At the end of the day, Sun still needs to solve an important problem better than someone else and this interview doesn’t offer a credible example of what that problem is. McNealy highlights Google as a model customer, but last we checked they used x86 servers so cheap they were disposable when they broke. Let’s just hope that Mr. McNealy hasn’t forgotten that the hardware wars are over, x86 won, and everyone else lost. Steve Jobs was the last to figure out you can’t compete with Intel’s capitalized infrastructure, particularly when there is no value add doing so. It’s unclear why Sun continues to develop CPUs while simultaneously designing in AMD Opterons in some systems.

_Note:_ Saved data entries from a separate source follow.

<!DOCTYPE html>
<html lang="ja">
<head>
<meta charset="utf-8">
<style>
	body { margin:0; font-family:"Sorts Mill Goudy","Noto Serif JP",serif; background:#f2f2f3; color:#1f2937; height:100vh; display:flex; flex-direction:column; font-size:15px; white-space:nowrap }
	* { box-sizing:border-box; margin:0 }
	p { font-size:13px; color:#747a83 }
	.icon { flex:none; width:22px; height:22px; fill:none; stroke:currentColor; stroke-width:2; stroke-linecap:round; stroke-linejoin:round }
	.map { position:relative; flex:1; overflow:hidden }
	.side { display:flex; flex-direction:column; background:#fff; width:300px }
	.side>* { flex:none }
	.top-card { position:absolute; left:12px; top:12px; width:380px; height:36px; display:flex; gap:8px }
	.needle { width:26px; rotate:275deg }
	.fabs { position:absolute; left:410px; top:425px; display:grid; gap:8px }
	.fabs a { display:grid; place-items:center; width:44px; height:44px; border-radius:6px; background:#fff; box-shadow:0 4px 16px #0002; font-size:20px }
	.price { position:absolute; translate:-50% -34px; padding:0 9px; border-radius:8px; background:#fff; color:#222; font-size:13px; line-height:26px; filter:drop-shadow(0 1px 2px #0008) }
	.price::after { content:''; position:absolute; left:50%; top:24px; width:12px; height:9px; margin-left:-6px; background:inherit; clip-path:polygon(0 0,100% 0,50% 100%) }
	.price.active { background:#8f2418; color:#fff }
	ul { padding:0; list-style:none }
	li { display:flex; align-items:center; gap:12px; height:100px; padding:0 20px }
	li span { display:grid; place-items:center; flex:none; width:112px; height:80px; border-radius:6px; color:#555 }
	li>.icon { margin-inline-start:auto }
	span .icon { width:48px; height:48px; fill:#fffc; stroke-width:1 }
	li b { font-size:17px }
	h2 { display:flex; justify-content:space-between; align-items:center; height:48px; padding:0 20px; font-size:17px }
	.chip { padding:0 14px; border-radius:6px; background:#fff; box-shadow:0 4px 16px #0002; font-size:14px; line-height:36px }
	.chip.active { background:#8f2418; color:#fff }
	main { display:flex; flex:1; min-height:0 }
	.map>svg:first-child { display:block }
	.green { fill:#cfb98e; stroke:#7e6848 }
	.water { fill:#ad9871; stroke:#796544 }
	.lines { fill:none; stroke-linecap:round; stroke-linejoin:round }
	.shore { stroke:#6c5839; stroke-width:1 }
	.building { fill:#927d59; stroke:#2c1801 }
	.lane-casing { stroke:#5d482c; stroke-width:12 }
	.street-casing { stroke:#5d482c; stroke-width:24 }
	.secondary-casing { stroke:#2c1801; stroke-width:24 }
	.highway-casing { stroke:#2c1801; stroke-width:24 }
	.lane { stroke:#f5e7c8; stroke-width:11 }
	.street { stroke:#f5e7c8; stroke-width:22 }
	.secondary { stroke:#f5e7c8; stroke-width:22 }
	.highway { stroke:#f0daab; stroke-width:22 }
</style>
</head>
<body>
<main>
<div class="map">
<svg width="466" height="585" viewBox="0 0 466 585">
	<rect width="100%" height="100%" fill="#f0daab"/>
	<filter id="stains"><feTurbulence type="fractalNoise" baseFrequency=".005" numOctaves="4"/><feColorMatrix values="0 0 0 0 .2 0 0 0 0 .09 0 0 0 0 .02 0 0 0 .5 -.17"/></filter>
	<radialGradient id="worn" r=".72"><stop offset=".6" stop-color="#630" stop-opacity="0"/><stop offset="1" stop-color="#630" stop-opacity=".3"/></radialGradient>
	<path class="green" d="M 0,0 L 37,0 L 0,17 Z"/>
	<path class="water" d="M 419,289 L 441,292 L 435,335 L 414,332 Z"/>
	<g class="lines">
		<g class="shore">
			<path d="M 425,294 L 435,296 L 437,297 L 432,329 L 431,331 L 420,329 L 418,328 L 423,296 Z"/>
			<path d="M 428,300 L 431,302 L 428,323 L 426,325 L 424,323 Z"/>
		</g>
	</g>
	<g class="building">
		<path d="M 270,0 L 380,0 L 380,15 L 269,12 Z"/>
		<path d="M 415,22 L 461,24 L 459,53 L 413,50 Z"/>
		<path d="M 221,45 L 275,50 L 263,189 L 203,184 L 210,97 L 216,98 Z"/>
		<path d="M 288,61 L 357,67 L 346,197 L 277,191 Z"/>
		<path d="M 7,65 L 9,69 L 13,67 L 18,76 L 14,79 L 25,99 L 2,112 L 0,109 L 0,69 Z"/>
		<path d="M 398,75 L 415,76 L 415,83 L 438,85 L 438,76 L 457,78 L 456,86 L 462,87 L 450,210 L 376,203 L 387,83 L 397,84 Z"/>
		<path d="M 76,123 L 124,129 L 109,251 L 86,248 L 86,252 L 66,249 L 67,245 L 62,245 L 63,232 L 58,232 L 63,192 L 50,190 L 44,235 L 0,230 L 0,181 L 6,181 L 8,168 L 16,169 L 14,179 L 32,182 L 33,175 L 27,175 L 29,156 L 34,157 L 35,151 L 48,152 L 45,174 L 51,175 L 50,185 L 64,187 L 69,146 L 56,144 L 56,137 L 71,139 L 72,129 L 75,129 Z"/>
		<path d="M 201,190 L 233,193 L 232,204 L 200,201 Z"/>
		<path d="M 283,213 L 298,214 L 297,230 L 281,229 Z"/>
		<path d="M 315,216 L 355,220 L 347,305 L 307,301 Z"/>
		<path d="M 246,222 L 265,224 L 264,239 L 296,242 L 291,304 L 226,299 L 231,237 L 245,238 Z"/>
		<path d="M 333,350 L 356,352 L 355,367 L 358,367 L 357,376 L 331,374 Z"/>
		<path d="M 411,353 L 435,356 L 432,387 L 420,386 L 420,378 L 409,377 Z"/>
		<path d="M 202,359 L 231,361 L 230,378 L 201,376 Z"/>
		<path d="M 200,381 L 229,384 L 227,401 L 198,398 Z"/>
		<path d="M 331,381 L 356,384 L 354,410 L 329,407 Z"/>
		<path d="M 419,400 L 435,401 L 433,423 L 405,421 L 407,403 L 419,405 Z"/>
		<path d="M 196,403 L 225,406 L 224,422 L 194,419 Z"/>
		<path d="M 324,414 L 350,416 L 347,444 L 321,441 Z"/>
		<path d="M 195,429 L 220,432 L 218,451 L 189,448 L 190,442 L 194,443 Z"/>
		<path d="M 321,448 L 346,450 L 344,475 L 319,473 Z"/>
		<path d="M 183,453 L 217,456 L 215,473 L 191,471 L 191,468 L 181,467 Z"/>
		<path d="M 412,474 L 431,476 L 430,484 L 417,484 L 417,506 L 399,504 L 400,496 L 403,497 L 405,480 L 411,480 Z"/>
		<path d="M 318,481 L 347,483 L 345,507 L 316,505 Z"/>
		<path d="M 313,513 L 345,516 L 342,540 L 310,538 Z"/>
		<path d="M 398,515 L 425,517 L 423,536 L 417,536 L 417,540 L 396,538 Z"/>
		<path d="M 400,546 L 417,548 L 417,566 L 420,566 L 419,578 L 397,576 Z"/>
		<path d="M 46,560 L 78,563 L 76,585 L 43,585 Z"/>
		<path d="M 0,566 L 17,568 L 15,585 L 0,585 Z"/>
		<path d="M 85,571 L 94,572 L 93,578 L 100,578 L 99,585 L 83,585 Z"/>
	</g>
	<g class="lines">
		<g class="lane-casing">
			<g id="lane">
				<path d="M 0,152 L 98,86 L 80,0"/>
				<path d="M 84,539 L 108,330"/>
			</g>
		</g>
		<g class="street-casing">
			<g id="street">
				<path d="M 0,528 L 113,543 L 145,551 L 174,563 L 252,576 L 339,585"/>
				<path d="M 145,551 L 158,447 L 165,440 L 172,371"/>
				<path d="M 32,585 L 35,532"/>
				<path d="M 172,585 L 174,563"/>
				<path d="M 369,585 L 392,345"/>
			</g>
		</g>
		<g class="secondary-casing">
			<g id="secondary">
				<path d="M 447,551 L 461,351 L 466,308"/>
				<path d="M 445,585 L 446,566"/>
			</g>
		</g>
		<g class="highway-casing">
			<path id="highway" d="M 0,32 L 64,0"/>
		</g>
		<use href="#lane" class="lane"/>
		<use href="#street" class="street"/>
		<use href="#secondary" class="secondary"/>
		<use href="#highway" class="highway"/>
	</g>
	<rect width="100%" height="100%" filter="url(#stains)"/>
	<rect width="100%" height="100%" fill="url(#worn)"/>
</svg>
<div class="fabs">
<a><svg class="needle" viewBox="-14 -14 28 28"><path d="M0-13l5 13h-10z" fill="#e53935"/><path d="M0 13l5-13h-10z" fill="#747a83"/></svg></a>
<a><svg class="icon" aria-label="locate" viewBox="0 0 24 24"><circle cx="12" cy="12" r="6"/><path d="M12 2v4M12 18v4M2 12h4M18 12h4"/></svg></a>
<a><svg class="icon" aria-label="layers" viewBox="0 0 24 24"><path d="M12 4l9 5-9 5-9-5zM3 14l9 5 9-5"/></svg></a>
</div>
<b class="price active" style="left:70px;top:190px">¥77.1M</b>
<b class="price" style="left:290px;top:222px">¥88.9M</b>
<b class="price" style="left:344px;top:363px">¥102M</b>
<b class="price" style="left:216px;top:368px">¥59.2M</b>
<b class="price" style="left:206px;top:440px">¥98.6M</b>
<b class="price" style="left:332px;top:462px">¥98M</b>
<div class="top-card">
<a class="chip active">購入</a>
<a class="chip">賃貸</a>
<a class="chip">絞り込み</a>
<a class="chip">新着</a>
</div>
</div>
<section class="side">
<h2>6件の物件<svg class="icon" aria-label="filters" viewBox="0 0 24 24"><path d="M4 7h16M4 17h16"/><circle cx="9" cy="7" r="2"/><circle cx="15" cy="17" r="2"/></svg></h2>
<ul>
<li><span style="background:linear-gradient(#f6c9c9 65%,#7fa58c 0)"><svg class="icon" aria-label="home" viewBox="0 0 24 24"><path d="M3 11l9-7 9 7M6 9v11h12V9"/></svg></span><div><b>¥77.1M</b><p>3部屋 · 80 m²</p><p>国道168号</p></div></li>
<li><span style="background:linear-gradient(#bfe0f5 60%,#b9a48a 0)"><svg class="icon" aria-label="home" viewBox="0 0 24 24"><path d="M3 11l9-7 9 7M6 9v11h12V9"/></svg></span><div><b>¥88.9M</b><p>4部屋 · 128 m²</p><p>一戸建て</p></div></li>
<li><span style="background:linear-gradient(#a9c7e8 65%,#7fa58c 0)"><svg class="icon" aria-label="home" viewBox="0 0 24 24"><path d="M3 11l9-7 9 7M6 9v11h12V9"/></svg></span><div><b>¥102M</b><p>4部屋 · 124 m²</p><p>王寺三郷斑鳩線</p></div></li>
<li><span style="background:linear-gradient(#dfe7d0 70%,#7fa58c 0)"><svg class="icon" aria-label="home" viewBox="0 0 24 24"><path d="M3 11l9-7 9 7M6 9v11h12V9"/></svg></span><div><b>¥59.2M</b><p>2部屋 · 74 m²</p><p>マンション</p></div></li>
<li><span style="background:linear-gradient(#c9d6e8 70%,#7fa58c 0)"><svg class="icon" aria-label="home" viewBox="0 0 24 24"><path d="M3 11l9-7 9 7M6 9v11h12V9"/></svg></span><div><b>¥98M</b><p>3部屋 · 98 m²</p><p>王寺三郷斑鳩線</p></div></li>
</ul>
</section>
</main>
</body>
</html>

There might be an opportunity for hardware optimized with proprietary offload ASICs and supporting it in their own OS only. Locking down both the hardware and software side of important new applications is the best defense against commoditization. Apple has executed this strategy flawlessly in the consumer market. Could Sun do it in the enterprise market? They’ll need to find the application first. Maybe McNealy should start wearing black turtlenecks.
Originally seen at Slashdot, where it is accumulating an ever growing list of comments and comedy.
UPDATE – 9AM Monday December 5 -Just read in the WSJ this morning Sun is making a big chip announcement Tuesday. Looks like McNealy won’t drop the CPU jihad.